OBJECTIVES: The continually evolving neoadjuvant/adjuvant treatment landscape for early-stage/resectable NSCLC currently includes PD-1/PDL-1-targeting immunotherapy (pembrolizumab, nivolumab, atezolizumab), the tyrosine kinase inhibitor osmeritinib, and chemotherapy. Recently, neoadjuvant pembrolizumab + chemotherapy and adjuvant pembrolizumab was approved by the FDA for resectable NSCLC. Approval was based on findings from the KEYNOTE-671 trial which demonstrated improved efficacy of this regimen versus neoadjuvant chemotherapy alone and surgery. This study aimed to examine US oncologists' utilization and perceptions of treatment options in this setting.

METHODS: Questions related to neoadjuvant and adjuvant therapy for early-stage/resectable NSCLC were presented to US-based oncologists/hematologists during a live meeting held in July 2023. Up to 108 participants responded to questions, though not all participants answered each question. Responses were summarized using descriptive statistics.

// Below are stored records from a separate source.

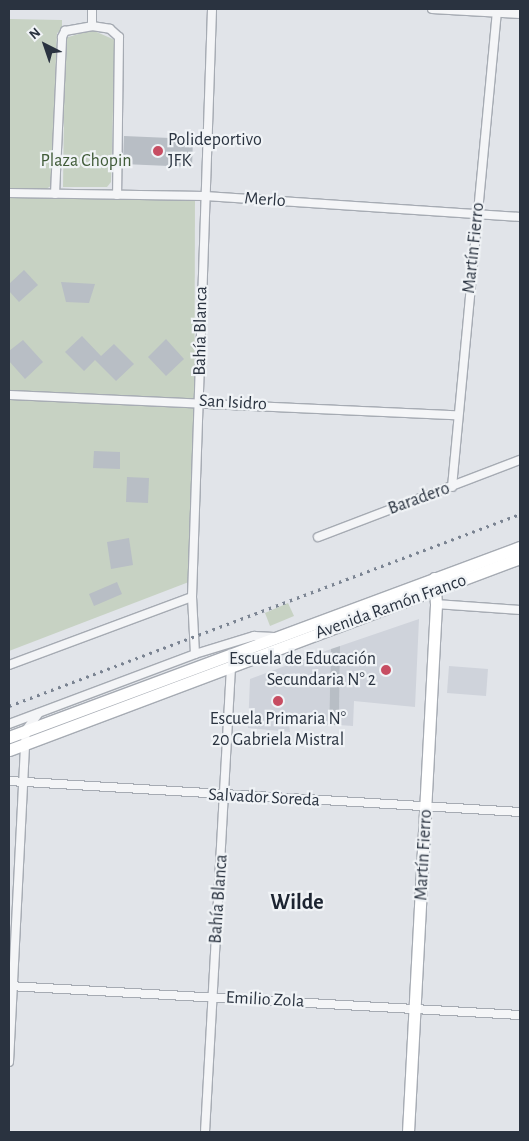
<!DOCTYPE html>
<meta charset="utf-8">
<style>
body{margin:0}
#map{position:relative;width:529px;height:1141px;overflow:hidden;background:#e1e4e9;font-family:"Alegreya Sans",sans-serif}
div>[style]{position:absolute}
.built>*{inset:0;background:#cfd3db}
.green>*{inset:0;background:#c7d2c3}
.building>*{inset:0;background:#b8bec5}
.roads{filter:drop-shadow(1px 0 #a6abb3) drop-shadow(-1px 0 #a6abb3) drop-shadow(0 1px #a6abb3) drop-shadow(0 -1px #a6abb3)}
.street>*{height:8px;margin:-4px;padding:0 4px;transform-origin:4px;border-radius:4px;background:#f4f5f7}
.secondary>*{height:11px;margin:-5.5px;padding:0 5.5px;transform-origin:5.5px;border-radius:5.5px;background:#fff}
.rail>*{height:3px;margin-top:-1.5px;transform-origin:0;background:repeating-linear-gradient(90deg,#7b8492 0 2.5px,transparent 0 7.5px)}
.dots>*{width:14px;height:14px;translate:-50% -50%;box-sizing:border-box;border:2px solid #f0f3f6;border-radius:50%}
span{translate:-50% -50%;white-space:nowrap;text-align:center;line-height:1.15;-webkit-text-stroke:4.5px #f0f3f6;paint-order:stroke}
.poi-label{font-size:18px;color:#2a3340}
.left{translate:0 -50%;text-align:left}
.right{translate:-100% -50%;text-align:right}
.park-label{font-size:18px;color:#405b38}
.street-label{font-size:18px;color:#2a3340}
.district-label{font-size:22px;color:#1c2431;font-weight:700}
.frame{position:absolute;inset:0;border:10px solid #2a3340;pointer-events:none}
.north{position:absolute;left:20px;top:20px;width:50px;height:50px;-webkit-text-stroke:4px #f0f3f6;paint-order:stroke;rotate:319deg;font-size:14px;font-weight:700;line-height:20px;text-align:center;color:#2a3340}
.north::after{content:'';display:block;margin:auto;width:18px;height:22px;background:#2a3340;clip-path:polygon(50% 0,100% 100%,50% 72%,0 100%)}
</style>
<div id="map">
<div class="built">
<div style="clip-path:polygon(419px 619px,415px 707px,354px 701px,353px 726px,339px 725px,340px 646px)"></div>
<div style="clip-path:polygon(331px 649px,329px 725px,289px 724px,290px 732px,248px 728px,250px 679px)"></div>
<div style="clip-path:polygon(449px 666px,488px 669px,486px 696px,447px 693px)"></div>
</div>
<div class="green">
<div style="clip-path:polygon(9px 19px,62px 20px,62px 30px,57px 33px,51px 186px,46px 189px,9px 188px)"></div>
<div style="clip-path:polygon(92px 30px,115px 40px,111px 182px,107px 187px,63px 187px,65px 38px)"></div>
<div style="clip-path:polygon(9px 191px,195px 194px,194px 580px,9px 651px)"></div>
<div style="clip-path:polygon(288px 603px,294px 616px,270px 626px,265px 613px)"></div>
</div>
<div class="building">
<div style="clip-path:polygon(124px 136px,193px 139px,192px 167px,123px 164px)"></div>
<div style="clip-path:polygon(24px 270px,38px 285px,19px 302px,9px 291px,9px 284px)"></div>
<div style="clip-path:polygon(61px 282px,95px 284px,89px 303px,66px 302px)"></div>
<div style="clip-path:polygon(82px 336px,101px 356px,114px 344px,134px 364px,116px 381px,95px 360px,84px 371px,65px 352px)"></div>
<div style="clip-path:polygon(166px 339px,184px 359px,166px 376px,148px 357px)"></div>
<div style="clip-path:polygon(23px 340px,43px 362px,25px 379px,9px 361px,9px 351px)"></div>
<div style="clip-path:polygon(94px 451px,120px 452px,120px 469px,93px 468px)"></div>
<div style="clip-path:polygon(127px 477px,149px 478px,148px 503px,126px 502px)"></div>
<div style="clip-path:polygon(129px 538px,133px 565px,111px 569px,107px 542px)"></div>
<div style="clip-path:polygon(117px 582px,122px 594px,94px 606px,89px 594px)"></div>
<div style="clip-path:polygon(340px 646px,339px 725px,329px 725px,331px 649px)"></div>
</div>
<div class="roads">
<div class="street">
<div style="left:432px;top:9px;width:88px;rotate:3.3deg"></div>
<div style="left:92px;top:26px;width:17px;rotate:-90deg"></div>
<div style="left:9px;top:193px;width:196px;rotate:0.9deg"></div>
<div style="left:205px;top:196px;width:316px;rotate:3.8deg"></div>
<div style="left:55px;top:194px;width:157px;rotate:-87.4deg"></div>
<div style="left:62px;top:37px;width:7px;rotate:-63deg"></div>
<div style="left:65px;top:31px;width:27px;rotate:-10deg"></div>
<div style="left:92px;top:26px;width:18px;rotate:9deg"></div>
<div style="left:110px;top:29px;width:12px;rotate:42deg"></div>
<div style="left:119px;top:37px;width:158px;rotate:90.7deg"></div>
<div style="left:9px;top:395px;width:448px;rotate:2.6deg"></div>
<div style="left:452px;top:487px;width:480px;rotate:-84.6deg"></div>
<div style="left:318px;top:537px;width:216px;rotate:-20.9deg"></div>
<div style="left:436px;top:604px;width:84px;rotate:4.1deg"></div>
<div style="left:195px;top:654px;width:57px;rotate:-93deg"></div>
<div style="left:192px;top:597px;width:588px;rotate:-88.05deg"></div>
<div style="left:9px;top:665px;width:195px;rotate:-20.4deg"></div>
<div style="left:9px;top:724px;width:199px;rotate:-20.6deg"></div>
<div style="left:195px;top:654px;width:62px;rotate:-17deg"></div>
<div style="left:254px;top:636px;width:20px;rotate:3deg"></div>
<div style="left:9px;top:781px;width:512px;rotate:3.47deg"></div>
<div style="left:9px;top:986px;width:512px;rotate:3.25deg"></div>
<div style="left:9px;top:1062px;width:332px;rotate:-87.1deg"></div>
<div style="left:26px;top:730px;width:21px;rotate:-53deg"></div>
<div style="left:205px;top:1132px;width:467px;rotate:-86.8deg"></div>
</div>
<div class="secondary">
<div style="left:9px;top:737px;width:545px;rotate:-20.4deg"></div>
<div style="left:9px;top:750px;width:546px;rotate:-20.59deg"></div>
<div style="left:408px;top:1132px;width:529px;rotate:-86.96deg"></div>
<div style="left:436px;top:604px;width:26px;rotate:-94deg"></div>
</div>
</div>
<div class="rail">
<div style="left:9px;top:706px;width:546px;rotate:-20.59deg"></div>
</div>
<div class="dots">
<div style="left:158px;top:151px;background:#c74d62"></div>
<div style="left:386px;top:670px;background:#c74d62"></div>
<div style="left:278px;top:701px;background:#c74d62"></div>
</div>
<div class="poi-label">
<span class="left" style="left:168px;top:151px">Polideportivo<br>JFK</span>
<span class="right" style="left:376px;top:670px">Escuela de Educación<br>Secundaria N° 2</span>
<span style="left:278px;top:730px">Escuela Primaria N°<br>20 Gabriela Mistral</span>
</div>
<div class="park-label">
<span style="left:86px;top:161px">Plaza Chopin</span>
</div>
<div class="street-label">
<span style="left:265px;top:200px;rotate:4deg">Merlo</span>
<span style="left:474px;top:248px;rotate:-84deg">Martín Fierro</span>
<span style="left:201px;top:331px;rotate:-89deg">Bahía Blanca</span>
<span style="left:233px;top:403px;rotate:3deg">San Isidro</span>
<span style="left:419px;top:499px;rotate:-20deg">Baradero</span>
<span style="left:391px;top:607px;rotate:-20deg">Avenida Ramón Franco</span>
<span style="left:264px;top:798px;rotate:3deg">Salvador Soreda</span>
<span style="left:424px;top:855px;rotate:-87deg">Martín Fierro</span>
<span style="left:219px;top:899px;rotate:-86deg">Bahía Blanca</span>
<span style="left:265px;top:1000px;rotate:3deg">Emilio Zola</span>
</div>
<div class="district-label">
<span style="left:297px;top:903px">Wilde</span>
</div>
<div class="frame"></div>
<div class="north">N</div>
</div>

RESULTS: For a hypothetical 62-year-old male with immunotherapy and cisplatin-eligible resectable stage IIIA N2 non-squamous NSCLC, most (69.8%) respondents initially reported a treatment preference for neoadjuvant nivolumab +cisplatin + pemetrexed treatment. Forty-one percent would consider immunotherapy for resectable NSCLC, regardless of PD-L1 expression. After reviewing KEYNOTE-671, 74.5% respondents indicated being very likely to consider neoadjuvant pembrolizumab + chemotherapy, and adjuvant pembrolizumab treatment for resectable NSCLC and providers were more likely to prescribe chemoimmunotherapy (47.4%) versus targeted therapy (40.2%) as neoadjuvant therapy for epidermal growth factor receptor-mutated NSCLC. The most frequently cited challenges to prescribing neoadjuvant chemoimmunotherapy and adjuvant immunotherapy for patients with resectable NSCLC included understanding if patients require both neoadjuvant and adjuvant treatment (51%), identifying patients benefitting most (47%), and the impact of actionable mutations on outcomes (33%).

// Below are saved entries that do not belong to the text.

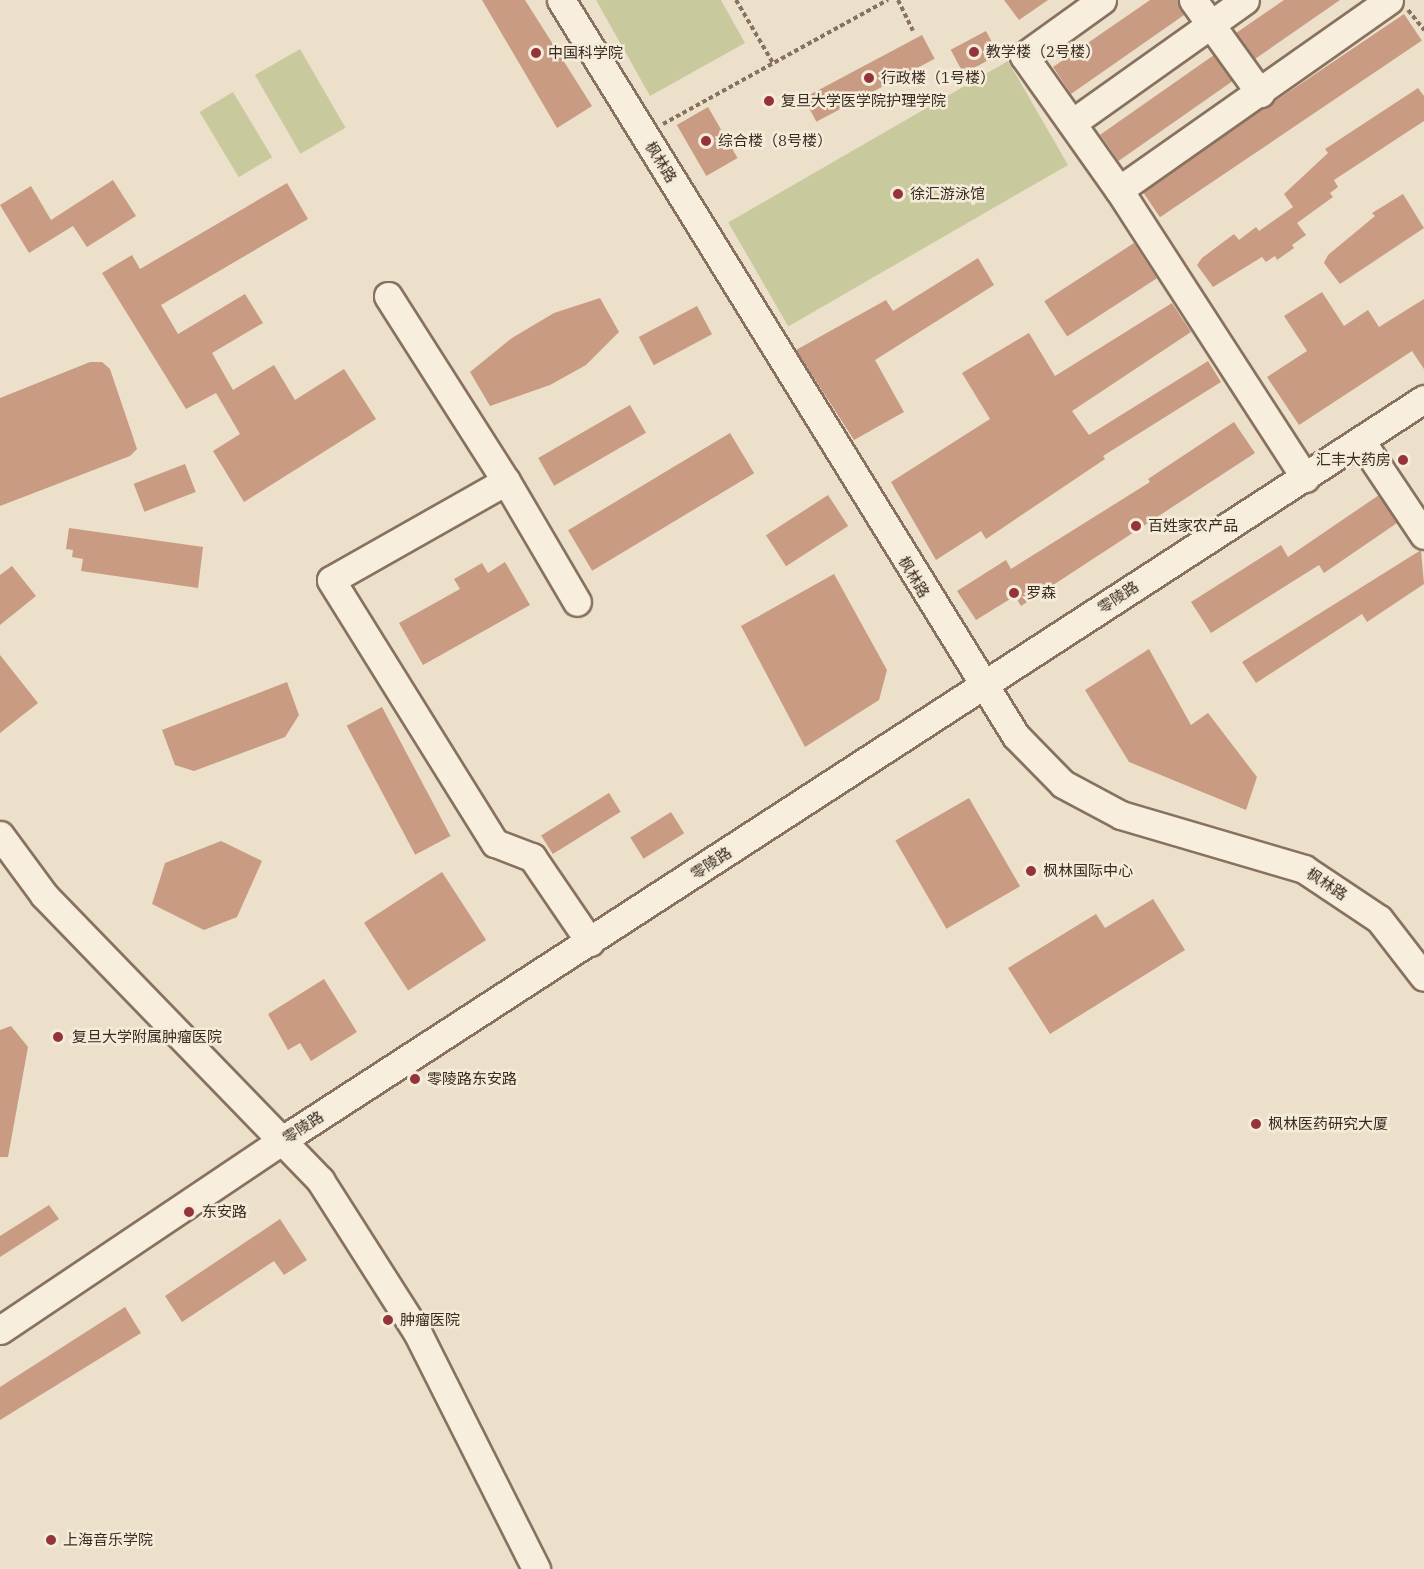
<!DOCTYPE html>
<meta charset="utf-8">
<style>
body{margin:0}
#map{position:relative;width:1424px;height:1569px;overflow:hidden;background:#ece0ca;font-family:"IBM Plex Serif","Noto Sans SC",serif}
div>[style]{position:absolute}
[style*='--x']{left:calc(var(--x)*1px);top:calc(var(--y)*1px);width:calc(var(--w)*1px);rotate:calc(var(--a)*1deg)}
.green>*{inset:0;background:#c8ca9e;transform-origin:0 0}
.building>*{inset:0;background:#c89b82;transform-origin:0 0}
.path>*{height:4px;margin-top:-2px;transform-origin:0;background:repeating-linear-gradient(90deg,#88725f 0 4.5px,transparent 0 7.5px)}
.roads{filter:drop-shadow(2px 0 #88725f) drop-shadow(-2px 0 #88725f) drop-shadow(0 2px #88725f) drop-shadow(0 -2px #88725f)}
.minor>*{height:27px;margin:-13.5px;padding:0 13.5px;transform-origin:13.5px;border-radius:13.5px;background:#f7eedd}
.dots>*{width:16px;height:16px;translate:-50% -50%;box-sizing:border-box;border:3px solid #f4ebd9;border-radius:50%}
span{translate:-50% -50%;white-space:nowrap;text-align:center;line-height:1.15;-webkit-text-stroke:5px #f4ebd9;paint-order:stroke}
.poi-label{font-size:15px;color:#3a2c22}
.left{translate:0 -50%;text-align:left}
.right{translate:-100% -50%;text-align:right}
.street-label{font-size:15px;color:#3a2c22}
</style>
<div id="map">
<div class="green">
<div style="clip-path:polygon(596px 0,721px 0,745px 43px,650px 96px)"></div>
<div style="left:300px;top:49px;width:91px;height:52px;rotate:60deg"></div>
<div style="left:1008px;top:61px;width:120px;height:323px;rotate:60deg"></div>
<div style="left:233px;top:92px;width:76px;height:39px;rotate:59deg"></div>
</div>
<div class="building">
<div style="clip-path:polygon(482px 0,525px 0,592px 106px,557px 128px)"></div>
<div style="clip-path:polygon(1004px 0,1048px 0,1019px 20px)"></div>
<div style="clip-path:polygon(1150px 0,1178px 0,1184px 15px,1071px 94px,1053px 67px)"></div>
<div style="clip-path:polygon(1284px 0,1340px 0,1255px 59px,1236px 33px)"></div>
<div style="left:1404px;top:14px;width:32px;height:316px;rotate:56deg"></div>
<div style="left:986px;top:31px;width:27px;height:40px;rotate:62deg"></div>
<div style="left:922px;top:35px;width:27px;height:134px;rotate:62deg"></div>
<div style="left:1214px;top:55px;width:32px;height:139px;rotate:55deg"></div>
<div style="clip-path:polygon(1418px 88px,1424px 96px,1424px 121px,1334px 180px,1338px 187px,1330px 193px,1333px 197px,1297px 223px,1306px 235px,1292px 245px,1294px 248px,1277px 260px,1275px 256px,1266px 262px,1262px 257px,1213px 287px,1197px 265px,1202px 258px,1234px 234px,1239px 240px,1256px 227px,1259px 231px,1293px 207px,1284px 194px,1328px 153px,1325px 149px)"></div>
<div style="left:708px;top:107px;width:59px;height:36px;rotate:60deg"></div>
<div style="clip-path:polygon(113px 180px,136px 216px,87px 247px,73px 226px,29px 253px,0 205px,31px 186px,51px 220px)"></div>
<div style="clip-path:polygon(287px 183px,308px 219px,161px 305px,178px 334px,245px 294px,263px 323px,212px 353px,233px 390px,274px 365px,295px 400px,344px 369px,376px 419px,244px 502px,213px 451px,240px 434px,216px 393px,186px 409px,102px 273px,132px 255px,140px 269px)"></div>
<div style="clip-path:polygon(1403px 194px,1424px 228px,1340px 284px,1324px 263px,1328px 255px,1375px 216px,1372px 213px)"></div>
<div style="left:1134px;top:243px;width:42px;height:107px;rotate:57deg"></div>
<div style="clip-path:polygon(978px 258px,994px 285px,875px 360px,904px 412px,854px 440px,796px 350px,886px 300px,893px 311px)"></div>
<div style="clip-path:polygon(1322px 292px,1344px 326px,1368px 310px,1379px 327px,1424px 299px,1424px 369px,1412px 351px,1299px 425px,1267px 377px,1307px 351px,1284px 316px)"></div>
<div style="clip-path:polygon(600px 298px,619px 332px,586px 365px,550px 385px,490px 406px,470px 372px,512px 338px,554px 313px)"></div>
<div style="clip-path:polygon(1172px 303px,1191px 332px,1072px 411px,1089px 435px,1208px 361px,1221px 382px,1103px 456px,1105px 459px,986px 539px,981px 531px,936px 560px,891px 482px,990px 419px,962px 373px,1029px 333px,1055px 376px)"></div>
<div style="left:697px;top:306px;width:32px;height:66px;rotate:62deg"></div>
<div style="clip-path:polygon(90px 362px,102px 362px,110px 369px,137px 449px,130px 456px,0 506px,0 398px)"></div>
<div style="left:630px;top:405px;width:32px;height:106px;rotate:60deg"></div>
<div style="clip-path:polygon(1234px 422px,1255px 453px,1021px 606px,1015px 596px,976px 620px,957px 591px,1006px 560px,1011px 569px,1150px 482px,1148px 479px)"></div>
<div style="left:730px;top:433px;width:47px;height:189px;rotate:59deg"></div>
<div style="left:185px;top:464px;width:30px;height:55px;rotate:69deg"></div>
<div style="left:828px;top:495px;width:37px;height:74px;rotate:57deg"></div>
<div style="clip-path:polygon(1379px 495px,1397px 523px,1324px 573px,1319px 565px,1211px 633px,1191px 602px,1281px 545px,1288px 557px)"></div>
<div style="clip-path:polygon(69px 528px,203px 547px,198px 588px,81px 571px,83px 559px,72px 557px,73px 550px,66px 549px)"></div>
<div style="clip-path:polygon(1421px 550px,1424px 584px,1367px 622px,1362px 614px,1256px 683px,1242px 662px)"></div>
<div style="clip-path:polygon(505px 562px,530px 605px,423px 665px,399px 623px,460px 589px,454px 579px,482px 563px,488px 573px)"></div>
<div style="clip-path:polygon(12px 566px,36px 596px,0 625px,0 575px)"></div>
<div style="clip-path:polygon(834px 574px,887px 670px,879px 700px,805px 747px,741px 626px)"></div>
<div style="clip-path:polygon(1149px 649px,1191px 725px,1208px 713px,1257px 777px,1246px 810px,1129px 762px,1085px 690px)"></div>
<div style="clip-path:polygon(0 655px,38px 703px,0 733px)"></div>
<div style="clip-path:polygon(287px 682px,299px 715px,285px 737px,194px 771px,175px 765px,162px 730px)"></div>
<div style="left:382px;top:707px;width:146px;height:40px;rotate:62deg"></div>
<div style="left:609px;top:793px;width:22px;height:80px;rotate:58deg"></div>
<div style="left:969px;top:798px;width:102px;height:85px;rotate:60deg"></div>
<div style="left:671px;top:812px;width:25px;height:48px;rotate:58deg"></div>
<div style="clip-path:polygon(221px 841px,262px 861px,237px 917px,204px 930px,152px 904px,165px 863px)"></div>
<div style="left:442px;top:872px;width:81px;height:93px;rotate:57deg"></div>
<div style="clip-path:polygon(1153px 899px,1185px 950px,1050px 1034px,1008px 968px,1096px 914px,1105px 928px)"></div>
<div style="clip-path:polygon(324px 979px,357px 1032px,311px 1061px,300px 1043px,288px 1050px,268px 1014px)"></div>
<div style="clip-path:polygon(11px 1026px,28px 1047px,8px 1157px,0 1157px,0 1030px)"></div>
<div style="clip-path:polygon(49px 1205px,59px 1219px,0 1257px,0 1236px)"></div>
<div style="clip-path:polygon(280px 1219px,307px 1260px,284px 1275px,274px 1261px,182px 1322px,165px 1296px)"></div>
<div style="clip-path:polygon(125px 1307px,141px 1333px,0 1420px,0 1387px)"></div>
</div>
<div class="path">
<div style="--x:736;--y:0;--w:73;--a:59.6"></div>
<div style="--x:898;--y:0;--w:34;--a:64"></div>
<div style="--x:1408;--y:10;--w:26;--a:51"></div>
<div style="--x:663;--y:124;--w:257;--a:-28.9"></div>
</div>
<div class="roads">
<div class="minor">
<div style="--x:561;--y:0;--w:865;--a:58.28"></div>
<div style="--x:1016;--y:736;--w:67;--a:45.6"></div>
<div style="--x:1063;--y:784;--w:66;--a:28.1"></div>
<div style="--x:1121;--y:815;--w:191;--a:16.4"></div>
<div style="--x:1304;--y:869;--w:90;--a:33.7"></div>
<div style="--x:1379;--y:919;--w:73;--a:52.2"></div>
<div style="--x:1102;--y:0;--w:96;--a:144.3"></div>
<div style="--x:1024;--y:56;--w:164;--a:54.7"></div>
<div style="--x:1119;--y:190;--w:343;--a:57.1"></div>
<div style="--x:1193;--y:0;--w:115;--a:54.2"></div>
<div style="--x:1072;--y:123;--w:212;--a:-35.4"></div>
<div style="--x:1119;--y:190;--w:330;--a:-35.1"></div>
<div style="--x:388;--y:296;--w:219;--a:57.5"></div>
<div style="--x:506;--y:481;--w:201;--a:150.5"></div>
<div style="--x:331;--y:580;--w:310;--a:58.1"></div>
<div style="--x:495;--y:843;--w:40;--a:21"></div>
<div style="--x:532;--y:857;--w:103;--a:55.7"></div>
<div style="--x:1361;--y:441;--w:113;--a:56.2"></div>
<div style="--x:506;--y:481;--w:140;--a:59.6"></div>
<div style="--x:0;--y:835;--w:74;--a:53.7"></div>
<div style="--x:44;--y:895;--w:397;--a:45.9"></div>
<div style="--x:320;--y:1180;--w:183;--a:57.5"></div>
<div style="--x:418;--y:1334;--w:263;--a:63.3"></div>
<div style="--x:0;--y:1330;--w:342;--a:-33.9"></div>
<div style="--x:284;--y:1139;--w:1359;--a:-32.99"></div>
</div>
</div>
<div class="dots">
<div style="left:974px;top:52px;background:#943339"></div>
<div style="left:536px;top:53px;background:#943339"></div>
<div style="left:869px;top:78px;background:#943339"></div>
<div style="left:769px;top:101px;background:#943339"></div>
<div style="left:706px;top:141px;background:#943339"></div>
<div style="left:898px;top:194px;background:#943339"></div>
<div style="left:1403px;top:460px;background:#943339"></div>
<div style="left:1136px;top:526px;background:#943339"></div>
<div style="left:1014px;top:593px;background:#943339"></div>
<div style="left:1031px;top:871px;background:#943339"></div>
<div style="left:58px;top:1037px;background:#943339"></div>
<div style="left:415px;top:1079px;background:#943339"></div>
<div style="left:1256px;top:1124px;background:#943339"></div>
<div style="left:189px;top:1212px;background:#943339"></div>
<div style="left:388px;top:1320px;background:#943339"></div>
<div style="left:51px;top:1540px;background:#943339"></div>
</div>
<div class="poi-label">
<span class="left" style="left:986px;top:52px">教学楼（2号楼）</span>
<span class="left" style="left:548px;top:53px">中国科学院</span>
<span class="left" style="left:881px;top:78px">行政楼（1号楼）</span>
<span class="left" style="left:781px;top:101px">复旦大学医学院护理学院</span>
<span class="left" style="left:718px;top:141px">综合楼（8号楼）</span>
<span class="left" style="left:910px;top:194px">徐汇游泳馆</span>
<span class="right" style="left:1391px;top:460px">汇丰大药房</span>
<span class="left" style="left:1148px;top:526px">百姓家农产品</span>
<span class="left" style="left:1026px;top:593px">罗森</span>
<span class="left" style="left:1043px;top:871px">枫林国际中心</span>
<span class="left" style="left:72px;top:1037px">复旦大学附属肿瘤医院</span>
<span class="left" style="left:427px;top:1079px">零陵路东安路</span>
<span class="left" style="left:1268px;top:1124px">枫林医药研究大厦</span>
<span class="left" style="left:202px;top:1212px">东安路</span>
<span class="left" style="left:400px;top:1320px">肿瘤医院</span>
<span class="left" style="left:63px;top:1540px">上海音乐学院</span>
</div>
<div class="street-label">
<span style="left:661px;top:162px;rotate:58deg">枫林路</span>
<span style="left:914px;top:577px;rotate:59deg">枫林路</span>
<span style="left:1118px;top:597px;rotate:-33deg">零陵路</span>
<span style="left:711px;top:863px;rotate:-33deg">零陵路</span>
<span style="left:1327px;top:884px;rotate:33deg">枫林路</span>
<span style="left:303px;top:1127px;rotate:-33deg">零陵路</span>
</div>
</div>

CONCLUSIONS: Overall, with enhanced interest in immunotherapy use in both neoadjuvant and adjuvant settings, understanding treatment optimization, differentiating between competing targeted and immunotherapy treatment options, adverse event management, and impact of mutations on patient outcomes will become critical treatment considerations.